What the task asks ▸ A word-for-word transcription of the listing is all that is needed.

==== Recorded information

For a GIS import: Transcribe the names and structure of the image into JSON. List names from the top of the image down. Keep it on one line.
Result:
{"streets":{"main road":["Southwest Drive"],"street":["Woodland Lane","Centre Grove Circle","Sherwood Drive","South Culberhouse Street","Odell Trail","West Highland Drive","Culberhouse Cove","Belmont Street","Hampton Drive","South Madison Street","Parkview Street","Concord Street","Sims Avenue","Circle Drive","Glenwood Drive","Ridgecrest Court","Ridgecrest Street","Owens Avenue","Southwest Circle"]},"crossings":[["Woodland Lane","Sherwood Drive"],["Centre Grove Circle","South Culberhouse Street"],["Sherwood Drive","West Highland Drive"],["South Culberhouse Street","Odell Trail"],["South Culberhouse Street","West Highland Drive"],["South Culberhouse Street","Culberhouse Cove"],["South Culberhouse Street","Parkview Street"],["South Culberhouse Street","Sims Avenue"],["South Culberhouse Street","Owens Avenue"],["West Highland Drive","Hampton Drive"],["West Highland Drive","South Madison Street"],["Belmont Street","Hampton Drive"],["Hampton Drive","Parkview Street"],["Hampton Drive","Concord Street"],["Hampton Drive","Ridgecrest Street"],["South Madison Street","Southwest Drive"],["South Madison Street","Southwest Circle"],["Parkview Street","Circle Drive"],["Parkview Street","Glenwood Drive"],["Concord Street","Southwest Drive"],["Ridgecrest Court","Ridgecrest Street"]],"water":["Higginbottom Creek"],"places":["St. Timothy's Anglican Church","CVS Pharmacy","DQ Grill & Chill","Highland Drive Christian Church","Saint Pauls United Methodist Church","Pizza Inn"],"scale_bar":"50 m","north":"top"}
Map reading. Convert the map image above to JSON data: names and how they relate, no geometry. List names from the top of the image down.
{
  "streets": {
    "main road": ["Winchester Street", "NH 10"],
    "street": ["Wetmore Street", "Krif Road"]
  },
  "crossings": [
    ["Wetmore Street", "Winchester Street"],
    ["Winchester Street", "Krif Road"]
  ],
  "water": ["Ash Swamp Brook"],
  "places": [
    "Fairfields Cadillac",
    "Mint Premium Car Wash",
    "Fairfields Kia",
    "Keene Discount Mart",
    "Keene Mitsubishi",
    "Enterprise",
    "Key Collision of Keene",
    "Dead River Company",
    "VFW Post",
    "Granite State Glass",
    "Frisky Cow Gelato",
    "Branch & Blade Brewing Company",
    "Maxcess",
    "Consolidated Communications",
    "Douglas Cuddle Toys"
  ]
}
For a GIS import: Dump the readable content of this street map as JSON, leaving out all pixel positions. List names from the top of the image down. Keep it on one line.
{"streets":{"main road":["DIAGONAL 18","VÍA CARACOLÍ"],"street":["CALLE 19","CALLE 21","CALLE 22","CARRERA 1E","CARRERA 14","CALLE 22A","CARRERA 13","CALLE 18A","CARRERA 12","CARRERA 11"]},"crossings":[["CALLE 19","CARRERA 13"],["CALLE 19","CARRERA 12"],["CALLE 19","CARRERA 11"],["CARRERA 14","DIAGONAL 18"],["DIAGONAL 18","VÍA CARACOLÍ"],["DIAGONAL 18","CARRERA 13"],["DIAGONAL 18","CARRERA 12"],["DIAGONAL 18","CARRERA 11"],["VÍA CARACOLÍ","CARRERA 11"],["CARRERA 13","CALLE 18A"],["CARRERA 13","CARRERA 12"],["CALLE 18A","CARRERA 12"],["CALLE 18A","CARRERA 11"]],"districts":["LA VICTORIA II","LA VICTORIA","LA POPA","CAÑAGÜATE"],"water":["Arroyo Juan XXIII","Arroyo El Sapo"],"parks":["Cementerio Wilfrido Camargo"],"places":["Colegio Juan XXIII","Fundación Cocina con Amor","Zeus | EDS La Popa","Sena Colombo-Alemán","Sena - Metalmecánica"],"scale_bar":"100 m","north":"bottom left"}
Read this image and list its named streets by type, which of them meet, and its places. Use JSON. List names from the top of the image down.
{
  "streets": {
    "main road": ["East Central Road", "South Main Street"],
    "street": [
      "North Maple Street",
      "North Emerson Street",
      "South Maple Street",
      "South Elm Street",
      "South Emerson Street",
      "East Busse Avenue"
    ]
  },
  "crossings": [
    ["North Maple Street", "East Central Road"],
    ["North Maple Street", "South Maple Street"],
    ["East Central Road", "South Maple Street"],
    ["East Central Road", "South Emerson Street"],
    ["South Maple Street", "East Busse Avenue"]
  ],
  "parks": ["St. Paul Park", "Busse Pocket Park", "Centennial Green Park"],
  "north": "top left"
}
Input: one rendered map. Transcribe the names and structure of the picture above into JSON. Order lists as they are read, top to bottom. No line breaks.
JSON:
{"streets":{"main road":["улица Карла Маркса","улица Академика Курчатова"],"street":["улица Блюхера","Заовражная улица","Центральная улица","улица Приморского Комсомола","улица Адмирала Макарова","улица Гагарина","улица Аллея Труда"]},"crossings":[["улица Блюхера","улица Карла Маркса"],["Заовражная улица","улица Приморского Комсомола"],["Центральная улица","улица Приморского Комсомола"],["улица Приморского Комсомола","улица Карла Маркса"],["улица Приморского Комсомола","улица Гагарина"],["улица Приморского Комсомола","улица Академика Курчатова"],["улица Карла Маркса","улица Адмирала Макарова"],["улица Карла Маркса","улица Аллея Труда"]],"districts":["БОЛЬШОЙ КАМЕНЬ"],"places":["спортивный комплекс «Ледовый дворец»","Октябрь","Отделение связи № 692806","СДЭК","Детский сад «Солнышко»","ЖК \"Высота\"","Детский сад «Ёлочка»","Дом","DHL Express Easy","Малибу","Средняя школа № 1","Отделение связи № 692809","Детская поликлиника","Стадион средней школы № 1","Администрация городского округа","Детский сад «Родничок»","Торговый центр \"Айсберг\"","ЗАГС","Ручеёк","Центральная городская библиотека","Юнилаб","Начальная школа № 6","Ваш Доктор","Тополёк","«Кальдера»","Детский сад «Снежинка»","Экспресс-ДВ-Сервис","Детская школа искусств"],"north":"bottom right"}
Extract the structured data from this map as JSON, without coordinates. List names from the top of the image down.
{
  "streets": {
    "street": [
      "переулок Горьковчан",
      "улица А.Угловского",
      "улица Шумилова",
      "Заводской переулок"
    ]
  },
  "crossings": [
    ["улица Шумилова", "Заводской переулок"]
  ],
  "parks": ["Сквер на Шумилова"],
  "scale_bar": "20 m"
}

========

Worked solution ▸
For a GIS import: Transcribe the names and structure of the image into JSON. List names from the top of the image down. Keep it on one line.
Result:
{"streets":{"main road":["Southwest Drive"],"street":["Woodland Lane","Centre Grove Circle","Sherwood Drive","South Culberhouse Street","Odell Trail","West Highland Drive","Culberhouse Cove","Belmont Street","Hampton Drive","South Madison Street","Parkview Street","Concord Street","Sims Avenue","Circle Drive","Glenwood Drive","Ridgecrest Court","Ridgecrest Street","Owens Avenue","Southwest Circle"]},"crossings":[["Woodland Lane","Sherwood Drive"],["Centre Grove Circle","South Culberhouse Street"],["Sherwood Drive","West Highland Drive"],["South Culberhouse Street","Odell Trail"],["South Culberhouse Street","West Highland Drive"],["South Culberhouse Street","Culberhouse Cove"],["South Culberhouse Street","Parkview Street"],["South Culberhouse Street","Sims Avenue"],["South Culberhouse Street","Owens Avenue"],["West Highland Drive","Hampton Drive"],["West Highland Drive","South Madison Street"],["Belmont Street","Hampton Drive"],["Hampton Drive","Parkview Street"],["Hampton Drive","Concord Street"],["Hampton Drive","Ridgecrest Street"],["South Madison Street","Southwest Drive"],["South Madison Street","Southwest Circle"],["Parkview Street","Circle Drive"],["Parkview Street","Glenwood Drive"],["Concord Street","Southwest Drive"],["Ridgecrest Court","Ridgecrest Street"]],"water":["Higginbottom Creek"],"places":["St. Timothy's Anglican Church","CVS Pharmacy","DQ Grill & Chill","Highland Drive Christian Church","Saint Pauls United Methodist Church","Pizza Inn"],"scale_bar":"50 m","north":"top"}
Map reading. Convert the map image above to JSON data: names and how they relate, no geometry. List names from the top of the image down.
{
  "streets": {
    "main road": ["Winchester Street", "NH 10"],
    "street": ["Wetmore Street", "Krif Road"]
  },
  "crossings": [
    ["Wetmore Street", "Winchester Street"],
    ["Winchester Street", "Krif Road"]
  ],
  "water": ["Ash Swamp Brook"],
  "places": [
    "Fairfields Cadillac",
    "Mint Premium Car Wash",
    "Fairfields Kia",
    "Keene Discount Mart",
    "Keene Mitsubishi",
    "Enterprise",
    "Key Collision of Keene",
    "Dead River Company",
    "VFW Post",
    "Granite State Glass",
    "Frisky Cow Gelato",
    "Branch & Blade Brewing Company",
    "Maxcess",
    "Consolidated Communications",
    "Douglas Cuddle Toys"
  ]
}
For a GIS import: Dump the readable content of this street map as JSON, leaving out all pixel positions. List names from the top of the image down. Keep it on one line.
{"streets":{"main road":["DIAGONAL 18","VÍA CARACOLÍ"],"street":["CALLE 19","CALLE 21","CALLE 22","CARRERA 1E","CARRERA 14","CALLE 22A","CARRERA 13","CALLE 18A","CARRERA 12","CARRERA 11"]},"crossings":[["CALLE 19","CARRERA 13"],["CALLE 19","CARRERA 12"],["CALLE 19","CARRERA 11"],["CARRERA 14","DIAGONAL 18"],["DIAGONAL 18","VÍA CARACOLÍ"],["DIAGONAL 18","CARRERA 13"],["DIAGONAL 18","CARRERA 12"],["DIAGONAL 18","CARRERA 11"],["VÍA CARACOLÍ","CARRERA 11"],["CARRERA 13","CALLE 18A"],["CARRERA 13","CARRERA 12"],["CALLE 18A","CARRERA 12"],["CALLE 18A","CARRERA 11"]],"districts":["LA VICTORIA II","LA VICTORIA","LA POPA","CAÑAGÜATE"],"water":["Arroyo Juan XXIII","Arroyo El Sapo"],"parks":["Cementerio Wilfrido Camargo"],"places":["Colegio Juan XXIII","Fundación Cocina con Amor","Zeus | EDS La Popa","Sena Colombo-Alemán","Sena - Metalmecánica"],"scale_bar":"100 m","north":"bottom left"}
Read this image and list its named streets by type, which of them meet, and its places. Use JSON. List names from the top of the image down.
{
  "streets": {
    "main road": ["East Central Road", "South Main Street"],
    "street": [
      "North Maple Street",
      "North Emerson Street",
      "South Maple Street",
      "South Elm Street",
      "South Emerson Street",
      "East Busse Avenue"
    ]
  },
  "crossings": [
    ["North Maple Street", "East Central Road"],
    ["North Maple Street", "South Maple Street"],
    ["East Central Road", "South Maple Street"],
    ["East Central Road", "South Emerson Street"],
    ["South Maple Street", "East Busse Avenue"]
  ],
  "parks": ["St. Paul Park", "Busse Pocket Park", "Centennial Green Park"],
  "north": "top left"
}
Input: one rendered map. Transcribe the names and structure of the picture above into JSON. Order lists as they are read, top to bottom. No line breaks.
JSON:
{"streets":{"main road":["улица Карла Маркса","улица Академика Курчатова"],"street":["улица Блюхера","Заовражная улица","Центральная улица","улица Приморского Комсомола","улица Адмирала Макарова","улица Гагарина","улица Аллея Труда"]},"crossings":[["улица Блюхера","улица Карла Маркса"],["Заовражная улица","улица Приморского Комсомола"],["Центральная улица","улица Приморского Комсомола"],["улица Приморского Комсомола","улица Карла Маркса"],["улица Приморского Комсомола","улица Гагарина"],["улица Приморского Комсомола","улица Академика Курчатова"],["улица Карла Маркса","улица Адмирала Макарова"],["улица Карла Маркса","улица Аллея Труда"]],"districts":["БОЛЬШОЙ КАМЕНЬ"],"places":["спортивный комплекс «Ледовый дворец»","Октябрь","Отделение связи № 692806","СДЭК","Детский сад «Солнышко»","ЖК \"Высота\"","Детский сад «Ёлочка»","Дом","DHL Express Easy","Малибу","Средняя школа № 1","Отделение связи № 692809","Детская поликлиника","Стадион средней школы № 1","Администрация городского округа","Детский сад «Родничок»","Торговый центр \"Айсберг\"","ЗАГС","Ручеёк","Центральная городская библиотека","Юнилаб","Начальная школа № 6","Ваш Доктор","Тополёк","«Кальдера»","Детский сад «Снежинка»","Экспресс-ДВ-Сервис","Детская школа искусств"],"north":"bottom right"}
Extract the structured data from this map as JSON, without coordinates. List names from the top of the image down.
{
  "streets": {
    "street": [
      "переулок Горьковчан",
      "улица А.Угловского",
      "улица Шумилова",
      "Заводской переулок"
    ]
  },
  "crossings": [
    ["улица Шумилова", "Заводской переулок"]
  ],
  "parks": ["Сквер на Шумилова"],
  "scale_bar": "20 m"
}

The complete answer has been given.